We provide a simple interface for ensuring question-answering relevancy powered by the cosine similarity between bi-encoder QA models. This is important when you have ground truths and LLM outputs and you want to make sure that the answers are relevant to the question.

Assert Answer Relevancy

from deepeval.metrics.answer_relevancy import assert_answer_relevancy
query = "What is Python?"
answer = "Python is a programming language?"
assert_answer_relevancy(query, output=answer, minimum_score=0.5)

Parameters

  • minimum_score refers to the minimum score for this to be considered relevant

Answer Relevancy As A Metric

If you would instead like a score of how relevant an answer is to a query, simply call the metric class.

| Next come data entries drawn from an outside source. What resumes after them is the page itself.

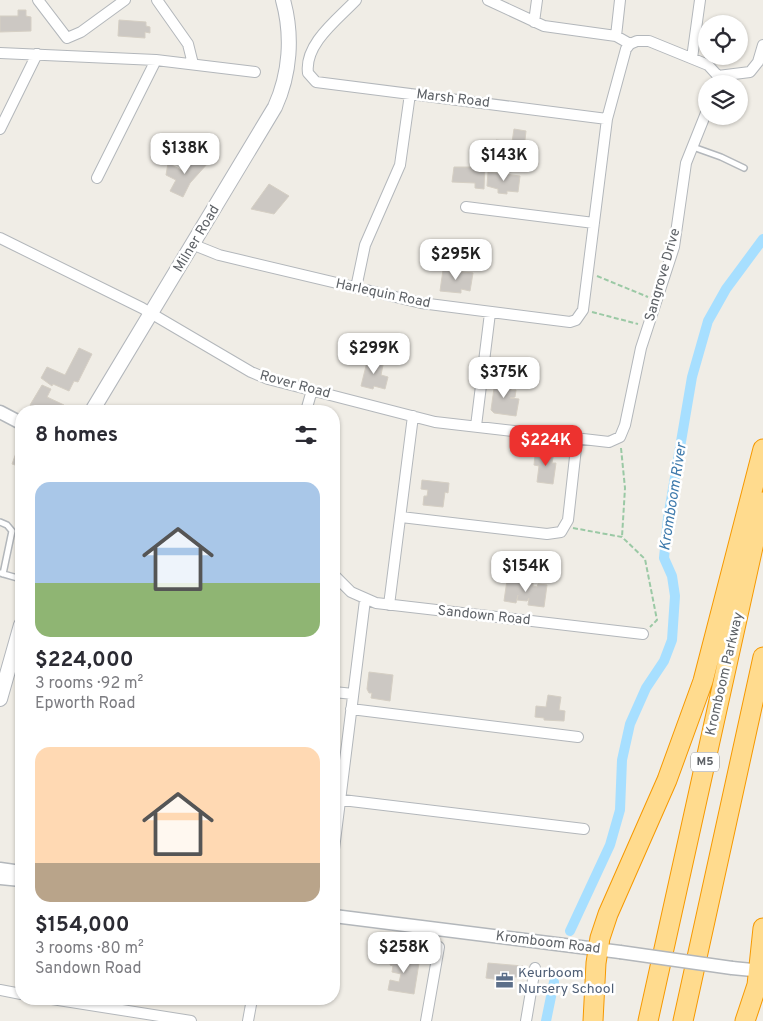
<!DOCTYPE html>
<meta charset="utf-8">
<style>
:root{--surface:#fff;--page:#f2f2f3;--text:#2b2b33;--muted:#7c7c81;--accent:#ed322f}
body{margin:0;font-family:Overpass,sans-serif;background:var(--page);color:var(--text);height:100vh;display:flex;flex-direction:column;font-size:19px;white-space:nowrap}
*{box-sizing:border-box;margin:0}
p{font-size:16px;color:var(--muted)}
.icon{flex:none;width:28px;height:28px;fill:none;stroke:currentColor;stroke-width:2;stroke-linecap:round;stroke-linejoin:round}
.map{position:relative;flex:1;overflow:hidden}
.sheet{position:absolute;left:15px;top:405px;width:325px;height:600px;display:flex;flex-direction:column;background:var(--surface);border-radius:20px;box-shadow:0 1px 4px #0004}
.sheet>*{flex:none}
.buttons{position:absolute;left:698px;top:15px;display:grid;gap:10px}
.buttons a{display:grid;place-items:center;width:50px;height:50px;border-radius:50%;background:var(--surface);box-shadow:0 1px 4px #0004;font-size:25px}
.price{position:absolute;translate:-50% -42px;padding:0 11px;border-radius:10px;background:#fff;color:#222;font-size:16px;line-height:32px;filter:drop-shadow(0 1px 2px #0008)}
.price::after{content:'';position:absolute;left:50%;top:30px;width:15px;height:11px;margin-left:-8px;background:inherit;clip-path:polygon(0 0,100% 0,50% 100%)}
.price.active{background:var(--accent);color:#fff}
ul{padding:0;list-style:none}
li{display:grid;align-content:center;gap:10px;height:265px;padding:0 20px}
li span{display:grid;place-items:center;height:155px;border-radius:15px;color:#555}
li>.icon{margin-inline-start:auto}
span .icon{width:90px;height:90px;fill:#fffc;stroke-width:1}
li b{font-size:21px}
h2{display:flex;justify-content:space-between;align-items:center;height:60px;padding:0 20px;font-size:21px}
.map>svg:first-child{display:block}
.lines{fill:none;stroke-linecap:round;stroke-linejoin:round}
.canal{stroke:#a7dfff;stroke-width:10}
.building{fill:#ccc8c3;stroke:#d5cfc4}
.service-casing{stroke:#b3b7bb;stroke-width:8}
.minor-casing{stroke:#b3b7bb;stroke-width:12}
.tertiary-casing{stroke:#b3b7bb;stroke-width:15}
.secondary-casing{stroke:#b2b6bb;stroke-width:16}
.motorway-casing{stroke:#f69900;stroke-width:21}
.path{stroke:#9bc9a5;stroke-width:2;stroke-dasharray:5 2.5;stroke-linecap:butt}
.service{stroke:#fff;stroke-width:5}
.minor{stroke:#fff;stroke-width:10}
.tertiary{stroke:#fff;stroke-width:12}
.secondary{stroke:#fff;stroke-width:14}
.motorway{stroke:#ffdb8e;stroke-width:19}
.tertiary-bridge-casing{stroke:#b3b7bb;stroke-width:15;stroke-linecap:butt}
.tertiary-bridge{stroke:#fff;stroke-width:12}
.labels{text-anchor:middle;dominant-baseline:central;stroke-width:5;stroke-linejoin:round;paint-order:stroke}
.shield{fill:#fff;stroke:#8e9195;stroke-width:1}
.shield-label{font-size:12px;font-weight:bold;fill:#5e6267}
.street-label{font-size:14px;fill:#5e6267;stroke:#fff}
.service-label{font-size:14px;fill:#4e5e75;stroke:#fff;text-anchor:start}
.water-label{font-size:15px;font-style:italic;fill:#3e7aac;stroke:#fff}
</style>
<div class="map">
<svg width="763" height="1021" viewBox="0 0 763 1021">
<rect width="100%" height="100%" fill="#f0ede6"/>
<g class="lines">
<path class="canal" d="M570 931 610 845 620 810 622 760 630 724 646 688 664 661 672 640 675 596 672 576 664 558 668 518 692 377 708 321 726 289 763 239
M546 1021 554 982"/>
</g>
<path class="building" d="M18 10H26V16L31 17V31L0 32V16H18Z
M119 20 146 22V26L150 27V33L145 32V38L118 36Z
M514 129 526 131 523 157 494 154 496 140 512 142Z
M198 154 208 163 190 183 183 197 170 191 176 180 166 175 168 163 183 171Z
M477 161 485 162 484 189 475 188V183L452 182 454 167H477Z
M488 172 520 176 518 192 507 191V194L498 193V189L487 186Z
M269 184 289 196 274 214 251 209Z
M443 270 473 273 470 291 461 289V293L440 291Z
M79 348 92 354 78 382 74 381 69 391 53 384 52 386 41 378 47 367 65 375Z
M369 354 377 356 375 363 383 365 381 375 388 377 385 389 374 386 373 389 361 386Z
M495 381 512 383 511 390H516L515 397 510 398 519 399 516 416 494 413 491 410Z
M42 385 51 389 47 397 64 405 61 411H43L30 405Z
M541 451 554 452 552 463H556L553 484 537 482 539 466 534 465 535 455 540 456Z
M16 453 21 454V467L12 464Z
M422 480 449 483 448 493 445 492 443 507 423 505 424 496H427L428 490 421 489Z
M507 580 533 583V586L537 587 538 584 547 585 544 607 528 605 529 598 527 601 517 600 518 595 516 603 504 601Z
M369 672 393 675 390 701 371 698 372 693H369L367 689Z
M548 695 561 697 559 710 565 711 564 721 544 720V718L535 717 536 706 546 707Z
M392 954 408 956 407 961 419 963 414 994 388 990 390 980 399 982 401 974 392 972 393 966 390 965Z
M488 963 523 966 521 977H514V982L486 978Z"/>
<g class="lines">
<defs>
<path id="service" d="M693 147 721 157 744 168
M0 522 7 525 12 531 3 574
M0 573 21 579"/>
<path id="minor" d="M38 0 67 38
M157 0 188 44 193 64
M356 0C338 19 304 44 308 73L316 82 607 119
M488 0 544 26 616 36 630 44
M534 22 537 0
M616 36 620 0
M67 38 81 32 125 0
M0 53 156 60 255 72
M692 58 700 0
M718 76 750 72 758 62 763 45
M0 129 37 54
M97 178 156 60
M466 207 594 223
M0 238 142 308 251 372 268 379 435 422 609 442 620 437 625 425 641 348 674 247 686 163 706 113
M194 245 219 255 421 303 570 322 576 320 583 310 607 119 626 49 630 44 637 41H649L708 65 718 76V84
M356 288 365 245 400 165 410 94
M306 411 312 390
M476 426 490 313
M401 517 547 534 561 532 568 520 577 439
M334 575 351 592 376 603 643 634
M389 605 413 416
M334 692 353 694
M351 709 578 737
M334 799 584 829
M334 849 365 600
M0 990 21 994
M52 999 191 1021
M248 1021 252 999
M426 1021 439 947
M526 1021 535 968"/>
<path id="tertiary" d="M0 412 21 423
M0 869 21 872
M0 878 21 880
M334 916 620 952
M732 968 763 971"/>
<path id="secondary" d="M92 411 275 107C290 74 293 36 283 0
M0 699 21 625"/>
<path id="motorway" d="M593 1021 596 963 600 938 608 914 667 780 703 681 763 449
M648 1021 763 502
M683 1021 763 657
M745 1021 757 985 763 928"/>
</defs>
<use href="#service" class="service-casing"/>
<use href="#minor" class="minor-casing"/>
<use href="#tertiary" class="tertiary-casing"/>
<use href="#secondary" class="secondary-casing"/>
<use href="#motorway" class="motorway-casing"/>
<path class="path" d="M597 276 648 297
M592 312 638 324
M621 448 625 488 622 537
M573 528 622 537 645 559 657 620 650 627"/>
<use href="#service" class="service"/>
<use href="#minor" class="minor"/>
<use href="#tertiary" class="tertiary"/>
<use href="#secondary" class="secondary"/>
<use href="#motorway" class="motorway"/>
<defs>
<path id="tertiary-bridge" d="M620 952 732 968"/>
</defs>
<use href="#tertiary-bridge" class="tertiary-bridge-casing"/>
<use href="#tertiary-bridge" class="tertiary-bridge"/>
</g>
<defs>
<symbol id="office-bare" viewBox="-9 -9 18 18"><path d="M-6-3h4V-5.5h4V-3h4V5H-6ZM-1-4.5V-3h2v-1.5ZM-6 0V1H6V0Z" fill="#5c6f8a" stroke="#fff" stroke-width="2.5" paint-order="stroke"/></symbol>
</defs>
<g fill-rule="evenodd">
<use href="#office-bare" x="492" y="968" width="25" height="25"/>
</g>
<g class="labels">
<rect class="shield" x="691" y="752.5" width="28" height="19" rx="4"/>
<g class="shield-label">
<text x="705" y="762">M5</text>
</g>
<g class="street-label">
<text transform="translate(453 99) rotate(7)">Marsh Road</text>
<text transform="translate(197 239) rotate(-59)">Milner Road</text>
<text transform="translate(663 275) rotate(-74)">Sangrove Drive</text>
<text transform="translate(383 294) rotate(12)">Harlequin Road</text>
<text transform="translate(295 385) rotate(15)">Rover Road</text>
<text transform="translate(484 616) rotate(6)">Sandown Road</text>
<text transform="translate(725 674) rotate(-77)">Kromboom Parkway</text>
<text transform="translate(548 943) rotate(7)">Kromboom Road</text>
</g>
<g class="service-label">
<text x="518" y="973">Keurboom<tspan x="518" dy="16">Nursery School</tspan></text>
</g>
<g class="water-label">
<text transform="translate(674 497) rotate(-81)">Kromboom River</text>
</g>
</g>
</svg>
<div class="buttons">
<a><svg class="icon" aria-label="locate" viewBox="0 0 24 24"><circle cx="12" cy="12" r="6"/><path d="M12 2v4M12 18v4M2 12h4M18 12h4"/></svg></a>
<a><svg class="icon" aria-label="layers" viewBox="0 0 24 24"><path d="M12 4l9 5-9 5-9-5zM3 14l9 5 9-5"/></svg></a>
</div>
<b class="price" style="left:185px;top:175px">$138K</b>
<b class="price" style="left:504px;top:182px">$143K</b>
<b class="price" style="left:456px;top:281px">$295K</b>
<b class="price" style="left:374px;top:375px">$299K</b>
<b class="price" style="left:504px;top:399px">$375K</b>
<b class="price active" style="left:546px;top:467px">$224K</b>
<b class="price" style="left:526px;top:593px">$154K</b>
<b class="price" style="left:404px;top:974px">$258K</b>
<section class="sheet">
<h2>8 homes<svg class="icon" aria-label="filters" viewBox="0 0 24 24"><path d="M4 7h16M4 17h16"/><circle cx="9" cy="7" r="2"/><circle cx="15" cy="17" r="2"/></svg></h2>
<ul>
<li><span style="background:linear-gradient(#a9c7e8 65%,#8fb573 0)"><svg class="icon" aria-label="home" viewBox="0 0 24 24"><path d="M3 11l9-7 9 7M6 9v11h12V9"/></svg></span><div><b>$224,000</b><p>3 rooms · 92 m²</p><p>Epworth Road</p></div></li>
<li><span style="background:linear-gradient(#ffd9b3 75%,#b9a48a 0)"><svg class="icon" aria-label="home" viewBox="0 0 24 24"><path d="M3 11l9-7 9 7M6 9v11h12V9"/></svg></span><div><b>$154,000</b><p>3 rooms · 80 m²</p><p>Sandown Road</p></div></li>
</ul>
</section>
</div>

from deepeval.metrics.answer_relevancy import AnswerRelevancy
scorer = AnswerRelevancy(minimum_score=0.5)
scorer.measure(query=query, output=answer)
# Returns a floating point number between 0 and 1

Parameters

  • minimum_score refers to the minimum score for this to be considered relevant

How It is Measured

Answer relevancy is measured using DL models that are trained off MS-Marco dataset (which is a search engine dataset). The method to measure relevancy is that it encodes a query and an answer and then measures the cosine similarity. The vector space has been trained off query-answer MSMarco datasets to ensure high similarity between query and answer.